Stored items:

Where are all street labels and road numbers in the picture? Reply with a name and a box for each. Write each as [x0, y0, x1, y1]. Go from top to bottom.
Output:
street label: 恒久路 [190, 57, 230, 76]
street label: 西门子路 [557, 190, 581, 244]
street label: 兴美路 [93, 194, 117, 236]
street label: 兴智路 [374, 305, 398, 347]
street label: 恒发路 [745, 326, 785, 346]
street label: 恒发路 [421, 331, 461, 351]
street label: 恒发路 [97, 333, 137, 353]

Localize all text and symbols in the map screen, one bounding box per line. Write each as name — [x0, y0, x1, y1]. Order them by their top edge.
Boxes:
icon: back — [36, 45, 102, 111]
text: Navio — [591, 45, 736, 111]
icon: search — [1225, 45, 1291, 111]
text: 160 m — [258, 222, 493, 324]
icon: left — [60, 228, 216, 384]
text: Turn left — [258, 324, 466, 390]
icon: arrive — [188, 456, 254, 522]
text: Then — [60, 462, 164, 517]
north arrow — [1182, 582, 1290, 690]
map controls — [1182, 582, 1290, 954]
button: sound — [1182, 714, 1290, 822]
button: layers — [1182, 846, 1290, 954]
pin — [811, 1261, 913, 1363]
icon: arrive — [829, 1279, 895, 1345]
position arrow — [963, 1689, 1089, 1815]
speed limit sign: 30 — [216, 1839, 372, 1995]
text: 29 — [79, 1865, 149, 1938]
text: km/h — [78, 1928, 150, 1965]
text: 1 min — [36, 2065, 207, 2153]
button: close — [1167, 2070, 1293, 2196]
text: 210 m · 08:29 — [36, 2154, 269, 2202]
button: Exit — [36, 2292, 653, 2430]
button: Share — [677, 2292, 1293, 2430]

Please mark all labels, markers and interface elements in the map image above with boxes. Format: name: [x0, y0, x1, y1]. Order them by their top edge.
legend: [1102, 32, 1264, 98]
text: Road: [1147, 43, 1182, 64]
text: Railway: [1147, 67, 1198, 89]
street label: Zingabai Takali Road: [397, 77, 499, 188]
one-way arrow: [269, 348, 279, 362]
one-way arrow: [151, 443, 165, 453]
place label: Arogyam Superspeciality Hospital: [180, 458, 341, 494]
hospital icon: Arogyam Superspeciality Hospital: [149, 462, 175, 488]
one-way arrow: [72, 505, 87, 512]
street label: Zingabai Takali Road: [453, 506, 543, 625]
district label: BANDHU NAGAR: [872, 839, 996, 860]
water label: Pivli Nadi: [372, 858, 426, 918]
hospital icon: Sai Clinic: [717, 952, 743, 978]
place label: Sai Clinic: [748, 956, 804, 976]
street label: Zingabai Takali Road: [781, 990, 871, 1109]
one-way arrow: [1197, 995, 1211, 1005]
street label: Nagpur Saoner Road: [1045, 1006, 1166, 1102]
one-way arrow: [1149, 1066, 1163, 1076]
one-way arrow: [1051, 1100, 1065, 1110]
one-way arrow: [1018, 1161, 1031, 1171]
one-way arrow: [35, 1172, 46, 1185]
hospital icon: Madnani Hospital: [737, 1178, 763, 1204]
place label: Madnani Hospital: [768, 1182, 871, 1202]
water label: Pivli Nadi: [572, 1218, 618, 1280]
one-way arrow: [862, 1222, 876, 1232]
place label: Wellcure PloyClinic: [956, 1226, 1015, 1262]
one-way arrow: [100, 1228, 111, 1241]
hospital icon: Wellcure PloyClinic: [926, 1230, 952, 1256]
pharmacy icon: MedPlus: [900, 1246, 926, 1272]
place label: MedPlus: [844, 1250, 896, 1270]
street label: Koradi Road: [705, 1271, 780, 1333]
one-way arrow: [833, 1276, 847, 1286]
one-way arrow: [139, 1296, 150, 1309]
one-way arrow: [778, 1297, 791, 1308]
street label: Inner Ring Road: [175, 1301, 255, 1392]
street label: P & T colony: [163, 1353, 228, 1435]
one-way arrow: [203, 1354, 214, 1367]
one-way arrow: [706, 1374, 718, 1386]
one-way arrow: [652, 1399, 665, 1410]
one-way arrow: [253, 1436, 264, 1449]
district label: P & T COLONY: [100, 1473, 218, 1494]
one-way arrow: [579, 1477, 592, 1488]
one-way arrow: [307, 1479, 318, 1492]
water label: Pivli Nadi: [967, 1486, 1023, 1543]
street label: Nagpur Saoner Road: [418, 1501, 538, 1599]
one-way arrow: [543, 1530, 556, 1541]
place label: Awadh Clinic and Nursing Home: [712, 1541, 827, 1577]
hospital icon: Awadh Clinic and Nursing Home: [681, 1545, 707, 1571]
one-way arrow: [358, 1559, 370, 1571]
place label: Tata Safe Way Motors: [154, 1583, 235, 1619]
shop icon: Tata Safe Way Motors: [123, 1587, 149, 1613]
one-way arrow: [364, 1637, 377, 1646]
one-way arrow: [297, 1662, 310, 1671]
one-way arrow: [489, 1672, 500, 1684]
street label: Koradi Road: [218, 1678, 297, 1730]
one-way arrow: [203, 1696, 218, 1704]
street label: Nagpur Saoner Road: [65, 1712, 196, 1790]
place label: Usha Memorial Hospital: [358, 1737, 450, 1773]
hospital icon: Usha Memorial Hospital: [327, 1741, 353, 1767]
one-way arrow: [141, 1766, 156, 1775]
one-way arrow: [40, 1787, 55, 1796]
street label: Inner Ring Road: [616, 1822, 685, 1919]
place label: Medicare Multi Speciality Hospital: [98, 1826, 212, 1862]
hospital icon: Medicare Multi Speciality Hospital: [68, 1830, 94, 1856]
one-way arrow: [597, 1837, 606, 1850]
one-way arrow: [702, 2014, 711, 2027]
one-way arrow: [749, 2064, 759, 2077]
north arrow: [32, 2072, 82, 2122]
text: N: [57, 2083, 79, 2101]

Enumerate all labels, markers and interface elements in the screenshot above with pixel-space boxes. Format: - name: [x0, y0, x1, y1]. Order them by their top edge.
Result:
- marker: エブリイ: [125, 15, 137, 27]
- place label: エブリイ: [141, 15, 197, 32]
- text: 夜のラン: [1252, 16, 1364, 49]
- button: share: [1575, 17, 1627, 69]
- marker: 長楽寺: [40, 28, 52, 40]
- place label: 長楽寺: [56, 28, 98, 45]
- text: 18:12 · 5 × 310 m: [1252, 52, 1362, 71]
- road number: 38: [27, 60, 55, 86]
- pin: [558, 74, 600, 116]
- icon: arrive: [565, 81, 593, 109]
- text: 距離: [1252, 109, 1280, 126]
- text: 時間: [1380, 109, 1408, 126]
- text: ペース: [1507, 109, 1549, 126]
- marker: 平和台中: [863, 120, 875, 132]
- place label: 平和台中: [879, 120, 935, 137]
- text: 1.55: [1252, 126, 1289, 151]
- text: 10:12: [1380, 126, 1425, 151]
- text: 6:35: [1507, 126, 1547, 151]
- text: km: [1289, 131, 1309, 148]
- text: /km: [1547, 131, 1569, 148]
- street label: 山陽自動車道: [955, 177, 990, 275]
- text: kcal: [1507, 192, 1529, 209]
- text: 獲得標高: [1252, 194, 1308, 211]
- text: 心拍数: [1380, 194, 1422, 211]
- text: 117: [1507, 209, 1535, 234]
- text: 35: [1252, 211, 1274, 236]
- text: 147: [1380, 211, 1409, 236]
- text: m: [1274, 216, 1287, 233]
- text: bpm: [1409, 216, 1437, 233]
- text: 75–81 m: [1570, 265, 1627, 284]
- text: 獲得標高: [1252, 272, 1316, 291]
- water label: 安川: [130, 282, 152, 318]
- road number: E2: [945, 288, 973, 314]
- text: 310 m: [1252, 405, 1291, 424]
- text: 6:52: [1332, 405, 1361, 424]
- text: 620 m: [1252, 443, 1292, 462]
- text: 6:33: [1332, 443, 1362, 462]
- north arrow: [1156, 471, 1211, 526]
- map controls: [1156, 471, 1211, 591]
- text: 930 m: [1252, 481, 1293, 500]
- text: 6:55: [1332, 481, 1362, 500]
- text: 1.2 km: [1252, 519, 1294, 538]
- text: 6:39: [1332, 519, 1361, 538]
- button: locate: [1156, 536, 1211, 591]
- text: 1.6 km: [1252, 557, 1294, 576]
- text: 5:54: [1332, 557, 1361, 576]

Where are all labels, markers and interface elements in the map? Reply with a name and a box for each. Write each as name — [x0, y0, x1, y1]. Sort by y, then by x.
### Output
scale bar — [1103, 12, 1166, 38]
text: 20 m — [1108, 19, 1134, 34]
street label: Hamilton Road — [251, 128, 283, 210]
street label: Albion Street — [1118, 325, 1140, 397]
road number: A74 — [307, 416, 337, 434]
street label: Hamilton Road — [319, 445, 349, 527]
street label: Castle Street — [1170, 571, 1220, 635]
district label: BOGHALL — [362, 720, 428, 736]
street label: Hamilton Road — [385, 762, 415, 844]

ABOUT THIS TASK —
Search the records for the word "interface". Copy each line where it appears.

PROBLEM SOLUTION —
Please mark all labels, markers and interface elements in the map image above with boxes. Format: name: [x0, y0, x1, y1]. Order them by their top edge.
Enumerate all labels, markers and interface elements in the screenshot above with pixel-space boxes. Format: - name: [x0, y0, x1, y1]. Order them by their top edge.
Where are all labels, markers and interface elements in the map? Reply with a name and a box for each. Write each as name — [x0, y0, x1, y1]. Sort by y, then by x.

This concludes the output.